Never having crossed an ocean, this was a huge project for us and it was daunting. We needed to foresee every possible scenario, good and bad. We estimated that it should take about 30 days, from Dakar to Rio de Janeiro: at best maybe a few days less, at worst—in the case of major breakage—well, we preferred not to mull over a possible "castaway" scenario. We simply had to have more than enough food. We couldn’t depend on fishing to provide enough food; that was always an “iffy” option. So, along with the usual minor hardware repairs, sail repairs, boat upgrades, painting, canning and drying foodstuffs, umpteen shopping trips, and making lists upon lists of “to-do’s,” we planned on beaching Cowabunga at some point for the annual hull cleaning. At best, counting on a 30-day crossing, we couldn't afford to be slowed by barnacles and other sea creatures that were already beginning to hitchhike along for the ride in the past few recent weeks.
There were no facilities in order to haul out a sailboat in Dakar, so by calculating the highest and lowest tides of the month, Michel honed in on the days and a beach in a nearby bay that would be the best option. Voluntarily beaching a 42 ft. sailboat is not an easy undertaking, and rather nerve-wracking at best. Prior to beaching it, everything inside the boat has to be put in its proper place, well tied down, with additional forethought given to what object or objects could crash or spill at a 70°-80° angle for an entire day, as the boat lay practically horizontal on its side. So on the designated day, we were ready as the clock struck high tide. We positioned Cowabunga parallel to the beach, at the highest point possible on the shore, with the keel barely touching the sand in the high water. Slowly the boat would begin to lean towards a resting place on the beach as the water pulled out from under it. Like a beached whale, Cowabunga was an awkward hulk posed on its starboard side the first day, only to turn its cheek for the second round on port side the following day.
It’s a full hectic day to scrape, fit in in some quick hull repairs, and a coat of anti-fouling paint all before the tide comes back in. And then there is always an anxious moment just before full flotation at high tide. One is never quite sure that this beached whale will be completely, fully righted. Since Brendan was only 10 months old, and still adhered to a full infant schedule of regular meal times and naps, I couldn’t be of much help in the labor department for hull cleaning duties. An extremely generous couple on a neighbor boat provided “base station” access for me and the boys for the two days, along with being dedicated laborers for Michel.

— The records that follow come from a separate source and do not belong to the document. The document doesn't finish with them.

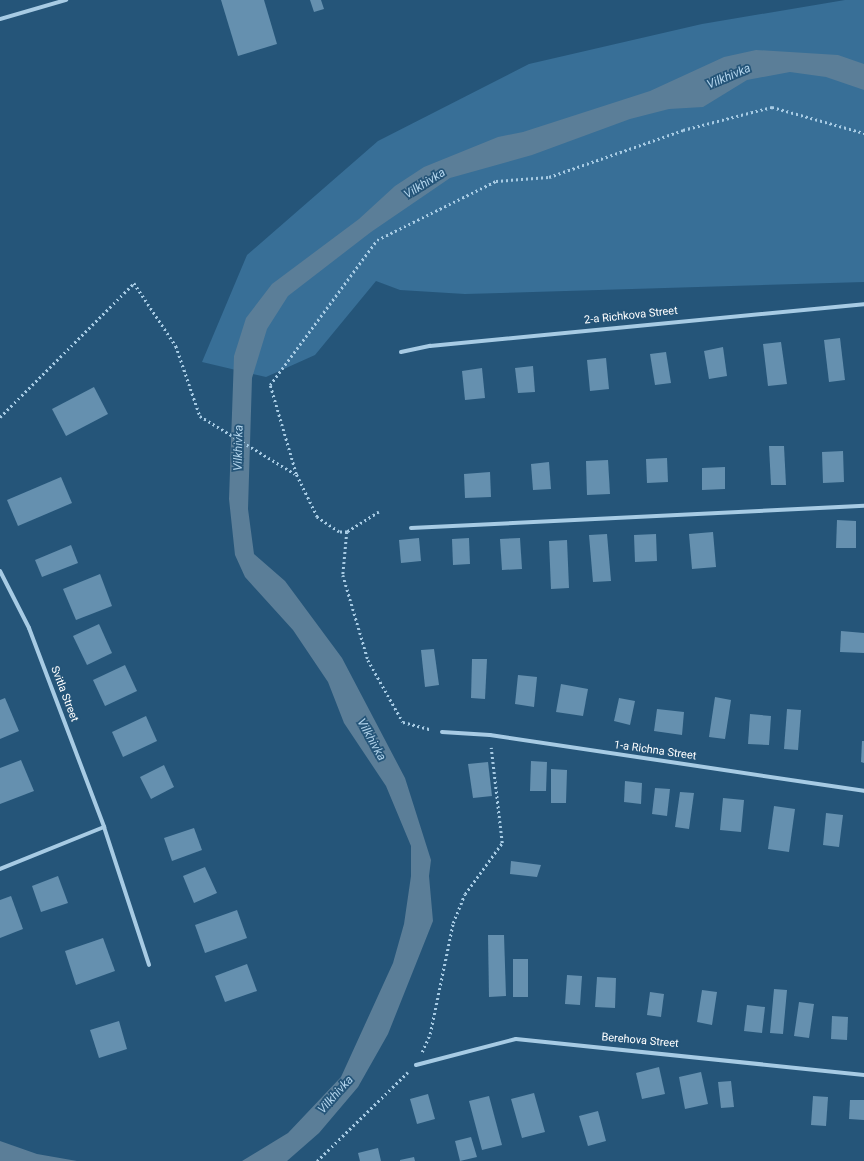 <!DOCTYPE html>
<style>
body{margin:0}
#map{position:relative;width:864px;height:1161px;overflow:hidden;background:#255579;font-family:Roboto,sans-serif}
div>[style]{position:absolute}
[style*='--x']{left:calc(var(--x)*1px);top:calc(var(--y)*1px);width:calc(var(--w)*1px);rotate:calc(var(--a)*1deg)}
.green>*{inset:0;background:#386f97}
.water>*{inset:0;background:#5b7e98}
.building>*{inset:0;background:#6590af}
.path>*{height:2.5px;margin-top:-1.25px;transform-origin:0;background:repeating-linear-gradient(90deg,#a7cbe4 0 2px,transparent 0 5px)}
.minor>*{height:4px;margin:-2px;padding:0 2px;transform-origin:2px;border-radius:2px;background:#a7cbe4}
span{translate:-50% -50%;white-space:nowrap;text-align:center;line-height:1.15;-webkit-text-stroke:3.5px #255579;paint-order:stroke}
.street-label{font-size:11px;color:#fff}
.water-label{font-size:12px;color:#b2d4ec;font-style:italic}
</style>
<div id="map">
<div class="green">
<div style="clip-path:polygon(845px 0,864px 0,864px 282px,465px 294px,400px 290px,376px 281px,315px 355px,266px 377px,202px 362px,247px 255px,378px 141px,529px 64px,702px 24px)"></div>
</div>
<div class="water">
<div style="clip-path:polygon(756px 50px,838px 55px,864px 64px,864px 90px,826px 77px,790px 72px,747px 80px,703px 107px,669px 109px,630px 119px,532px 155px,450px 178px,371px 232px,288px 296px,267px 329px,252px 378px,248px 509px,254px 554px,285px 581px,342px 658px,405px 778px,431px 860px,429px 876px,433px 921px,388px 1034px,358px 1087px,319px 1133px,287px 1161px,242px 1161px,288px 1133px,341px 1077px,393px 963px,404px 924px,411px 876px,411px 846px,386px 786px,344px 723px,328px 682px,293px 630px,245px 577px,235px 555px,229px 499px,234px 356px,246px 318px,272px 284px,359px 219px,395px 186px,424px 167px,498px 137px,523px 132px,650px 91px,724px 57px)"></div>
<div style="clip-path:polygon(0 1141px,37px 1154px,77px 1161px,0 1161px)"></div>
</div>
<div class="building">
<div style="clip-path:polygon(221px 0,264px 0,277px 44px,238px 56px)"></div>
<div style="clip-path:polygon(310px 0,321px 0,324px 9px,314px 12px)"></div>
<div style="clip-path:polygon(840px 338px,845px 380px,829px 382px,824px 340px)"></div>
<div style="clip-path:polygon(781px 342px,787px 384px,768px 386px,763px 344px)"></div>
<div style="clip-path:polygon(723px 347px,727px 376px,709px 379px,704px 351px)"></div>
<div style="clip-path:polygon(666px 352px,671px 383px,655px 385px,650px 354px)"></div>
<div style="clip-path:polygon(606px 358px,609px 389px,590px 391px,587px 360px)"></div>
<div style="clip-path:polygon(533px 366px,535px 392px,518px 393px,515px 368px)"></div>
<div style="clip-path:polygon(482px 368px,485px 398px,465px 400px,462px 371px)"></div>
<div style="clip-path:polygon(94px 387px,108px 414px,66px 436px,52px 409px)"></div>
<div style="clip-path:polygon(769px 446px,784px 446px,786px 485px,771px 485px)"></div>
<div style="clip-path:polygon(843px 451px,844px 482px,823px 483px,822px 452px)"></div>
<div style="clip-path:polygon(667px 458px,668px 482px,647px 483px,646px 459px)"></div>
<div style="clip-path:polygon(608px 460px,610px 494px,587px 495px,586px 461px)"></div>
<div style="clip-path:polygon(549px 462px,551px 489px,533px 490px,531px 464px)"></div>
<div style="clip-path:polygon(725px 467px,725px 489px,702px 490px,702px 468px)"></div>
<div style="clip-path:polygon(490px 472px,491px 497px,465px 498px,464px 474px)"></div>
<div style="clip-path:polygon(61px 477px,72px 503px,18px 526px,7px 500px)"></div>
<div style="clip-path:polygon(837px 520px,856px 521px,856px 548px,836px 548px)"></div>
<div style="clip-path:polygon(713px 532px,716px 567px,692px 569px,689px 534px)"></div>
<div style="clip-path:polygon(607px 534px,611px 581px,593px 582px,589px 535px)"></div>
<div style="clip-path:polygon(656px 534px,657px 561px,635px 562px,634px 535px)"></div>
<div style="clip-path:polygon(419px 538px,421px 561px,401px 563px,399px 540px)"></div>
<div style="clip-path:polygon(469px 538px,470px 564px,453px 565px,452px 539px)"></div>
<div style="clip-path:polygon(520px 538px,522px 569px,502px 570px,500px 539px)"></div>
<div style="clip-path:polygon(567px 540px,569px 588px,551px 589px,549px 541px)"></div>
<div style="clip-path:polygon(71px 545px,78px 563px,42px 577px,35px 560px)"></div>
<div style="clip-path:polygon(100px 574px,112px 606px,76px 620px,63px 589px)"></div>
<div style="clip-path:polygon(99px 624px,112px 653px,87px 665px,73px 636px)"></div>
<div style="clip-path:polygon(841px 631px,864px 633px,864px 653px,840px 652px)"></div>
<div style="clip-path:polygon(434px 649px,439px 685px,425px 687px,421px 650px)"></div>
<div style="clip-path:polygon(472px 659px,487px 659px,485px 699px,471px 698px)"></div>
<div style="clip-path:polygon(125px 665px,137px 691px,105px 706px,93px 680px)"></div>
<div style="clip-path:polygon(518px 675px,537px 677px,534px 707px,515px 704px)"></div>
<div style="clip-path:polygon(561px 684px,588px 689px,583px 716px,556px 712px)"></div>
<div style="clip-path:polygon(715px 697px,731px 700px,725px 739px,709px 737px)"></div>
<div style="clip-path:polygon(5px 698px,19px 731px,0 739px,0 700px)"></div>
<div style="clip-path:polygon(619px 698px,635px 701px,630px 725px,614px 721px)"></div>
<div style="clip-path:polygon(657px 709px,684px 712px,682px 735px,654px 731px)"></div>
<div style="clip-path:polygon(787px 709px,801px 710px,798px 750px,784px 749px)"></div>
<div style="clip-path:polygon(750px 714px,771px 716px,769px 745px,748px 744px)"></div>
<div style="clip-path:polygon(146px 716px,157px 741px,123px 757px,112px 732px)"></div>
<div style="clip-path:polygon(862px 741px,864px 741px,864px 763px,861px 762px)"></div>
<div style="clip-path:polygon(21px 760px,34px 791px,0 804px,0 768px)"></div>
<div style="clip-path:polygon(531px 761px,547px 762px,546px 791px,530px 791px)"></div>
<div style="clip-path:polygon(488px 762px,492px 796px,473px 798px,468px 764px)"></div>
<div style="clip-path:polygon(164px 765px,174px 787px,151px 799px,140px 777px)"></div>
<div style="clip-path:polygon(551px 769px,567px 770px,566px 803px,551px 803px)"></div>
<div style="clip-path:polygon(625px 781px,642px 783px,641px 804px,624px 802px)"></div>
<div style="clip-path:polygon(655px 788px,670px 789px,667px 816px,652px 814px)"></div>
<div style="clip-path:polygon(680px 792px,694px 793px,689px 829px,675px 827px)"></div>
<div style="clip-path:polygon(723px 798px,744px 800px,741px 832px,720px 830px)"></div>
<div style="clip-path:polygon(774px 806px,795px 809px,789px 852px,768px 849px)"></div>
<div style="clip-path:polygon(826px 813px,843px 815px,839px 847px,823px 845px)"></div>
<div style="clip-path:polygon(194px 828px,202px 850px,172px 861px,164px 838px)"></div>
<div style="clip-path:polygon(511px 861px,541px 865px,537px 877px,510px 874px)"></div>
<div style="clip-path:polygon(205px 867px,217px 893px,194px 903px,183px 876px)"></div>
<div style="clip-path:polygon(58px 876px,68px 903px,41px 912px,32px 886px)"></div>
<div style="clip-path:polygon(11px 896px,23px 929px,0 938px,0 900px)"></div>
<div style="clip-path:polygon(237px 910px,247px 938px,205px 953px,195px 925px)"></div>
<div style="clip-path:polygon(488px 935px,504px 935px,506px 996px,489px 997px)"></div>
<div style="clip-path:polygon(103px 938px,115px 971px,76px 985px,65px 951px)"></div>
<div style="clip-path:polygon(513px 959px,528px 959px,528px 997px,513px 997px)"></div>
<div style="clip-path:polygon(247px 964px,257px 991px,225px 1002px,215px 976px)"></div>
<div style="clip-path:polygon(567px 975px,582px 976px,580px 1005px,565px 1004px)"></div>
<div style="clip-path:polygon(597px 977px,616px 978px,615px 1008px,595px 1007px)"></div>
<div style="clip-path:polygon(774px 989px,787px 990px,783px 1034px,770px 1033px)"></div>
<div style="clip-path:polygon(702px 990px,717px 992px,712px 1025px,697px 1022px)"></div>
<div style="clip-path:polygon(650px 992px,664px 994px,661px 1017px,647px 1015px)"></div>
<div style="clip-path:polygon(799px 1002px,814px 1004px,809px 1038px,794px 1036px)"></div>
<div style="clip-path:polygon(747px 1005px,765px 1007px,762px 1033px,744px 1031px)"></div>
<div style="clip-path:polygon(832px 1016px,848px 1017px,847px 1040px,831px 1039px)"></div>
<div style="clip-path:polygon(119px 1021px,127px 1049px,99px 1058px,90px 1030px)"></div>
<div style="clip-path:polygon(659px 1067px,665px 1094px,642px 1099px,636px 1073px)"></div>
<div style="clip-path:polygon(701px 1072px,708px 1104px,685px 1109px,679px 1077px)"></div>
<div style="clip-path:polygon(731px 1081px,734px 1107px,721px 1108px,718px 1082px)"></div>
<div style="clip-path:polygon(534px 1093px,545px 1132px,522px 1138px,511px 1099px)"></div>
<div style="clip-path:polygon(428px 1094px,435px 1119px,417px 1124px,410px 1099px)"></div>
<div style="clip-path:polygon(489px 1096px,502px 1145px,482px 1150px,469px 1101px)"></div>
<div style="clip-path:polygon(813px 1096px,828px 1097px,826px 1126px,811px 1125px)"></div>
<div style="clip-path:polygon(850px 1100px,864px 1100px,864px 1120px,849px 1119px)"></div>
<div style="clip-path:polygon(598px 1111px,606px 1141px,588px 1146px,579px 1116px)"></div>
<div style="clip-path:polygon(471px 1137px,477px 1157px,460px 1161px,455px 1141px)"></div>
<div style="clip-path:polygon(378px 1148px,381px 1161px,360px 1161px,358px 1153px)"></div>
<div style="clip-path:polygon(414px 1157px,415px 1161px,400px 1161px,400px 1160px)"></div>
</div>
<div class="path">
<div style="--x:0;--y:417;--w:190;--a:-45"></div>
<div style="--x:134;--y:283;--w:76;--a:56.3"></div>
<div style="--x:176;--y:346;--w:74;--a:71.1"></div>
<div style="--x:200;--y:416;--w:111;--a:31.4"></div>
<div style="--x:379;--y:512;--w:38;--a:148"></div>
<div style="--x:347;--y:532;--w:43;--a:95.3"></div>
<div style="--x:343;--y:575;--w:89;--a:73.6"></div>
<div style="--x:368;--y:660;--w:71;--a:60.6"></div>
<div style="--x:403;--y:722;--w:28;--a:15"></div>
<div style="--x:347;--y:532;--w:8;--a:180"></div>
<div style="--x:339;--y:532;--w:27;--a:-146"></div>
<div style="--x:317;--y:517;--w:48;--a:-116"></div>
<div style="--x:296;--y:474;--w:93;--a:-106.3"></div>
<div style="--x:270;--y:385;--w:180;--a:-53.6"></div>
<div style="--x:377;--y:240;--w:133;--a:-26.4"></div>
<div style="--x:496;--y:181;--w:53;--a:-4.3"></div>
<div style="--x:549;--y:177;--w:142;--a:-19.3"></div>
<div style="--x:683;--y:130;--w:92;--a:-14.5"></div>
<div style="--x:772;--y:107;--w:96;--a:15.8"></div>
<div style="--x:422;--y:1052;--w:20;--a:-66"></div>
<div style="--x:430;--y:1034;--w:113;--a:-78.3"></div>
<div style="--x:453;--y:923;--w:31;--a:-68"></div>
<div style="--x:465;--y:894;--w:63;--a:-54"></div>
<div style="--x:502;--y:843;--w:96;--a:-96.6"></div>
<div style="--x:317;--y:1161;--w:127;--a:-44.4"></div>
</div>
<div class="minor">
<div style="--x:0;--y:19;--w:69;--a:-16.1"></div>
<div style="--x:401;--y:352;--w:30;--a:-12"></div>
<div style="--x:430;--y:346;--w:436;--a:-5.5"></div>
<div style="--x:411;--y:528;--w:454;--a:-2.8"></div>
<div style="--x:0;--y:571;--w:64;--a:63"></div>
<div style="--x:29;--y:628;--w:213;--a:69.3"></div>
<div style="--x:104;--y:827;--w:112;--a:158"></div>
<div style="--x:442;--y:732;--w:48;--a:3.6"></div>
<div style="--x:490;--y:735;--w:378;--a:8.5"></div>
<div style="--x:104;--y:827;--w:145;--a:71.9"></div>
<div style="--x:416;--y:1065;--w:103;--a:-14.6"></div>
<div style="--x:516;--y:1039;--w:350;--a:5.9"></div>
</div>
<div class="street-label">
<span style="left:631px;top:316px;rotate:-6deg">2-a Richkova Street</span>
<span style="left:64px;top:694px;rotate:69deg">Svitla Street</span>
<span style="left:655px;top:751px;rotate:8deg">1-a Richna Street</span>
<span style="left:640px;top:1041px;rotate:5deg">Berehova Street</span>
</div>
<div class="water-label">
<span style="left:729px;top:77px;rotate:-23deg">Vilkhivka</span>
<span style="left:425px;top:184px;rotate:-32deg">Vilkhivka</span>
<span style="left:239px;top:448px;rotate:-89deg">Vilkhivka</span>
<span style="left:371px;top:740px;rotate:61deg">Vilkhivka</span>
<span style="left:336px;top:1095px;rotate:-48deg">Vilkhivka</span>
</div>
</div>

So, attempting to remain true to our principle of sticking to certain deadlines as much as possible, we targeted late January to head out across the Atlantic Ocean. Although Dakar turned out to be somewhat disappointing, and not at all what we had expected in this part of Africa, Morocco balanced things out being so much more pleasant and surprising than we expected. Nevertheless, there were some unique moments and memorable encounters during our Dakar experience. Michel’s own foray into the main marketplace one day led him to a curious group of tall, black-robed hooded Moors from neighboring Mauritania, huddled around a fierce fire where they were creating silver jewelry. Michel, who (as an architect) has a rather keen sense of unique artistry, spied some sleek handmade silver bracelets and thought they might make dramatic hooped earrings for me. And so these artisans mulled over the challenge, and were able to transform the bracelets into earrings right then and there over their fire. Michel surprised me with them for Christmas, and I still wear them today—a tangible piece of memory from our past, and one of our better souvenirs of Dakar.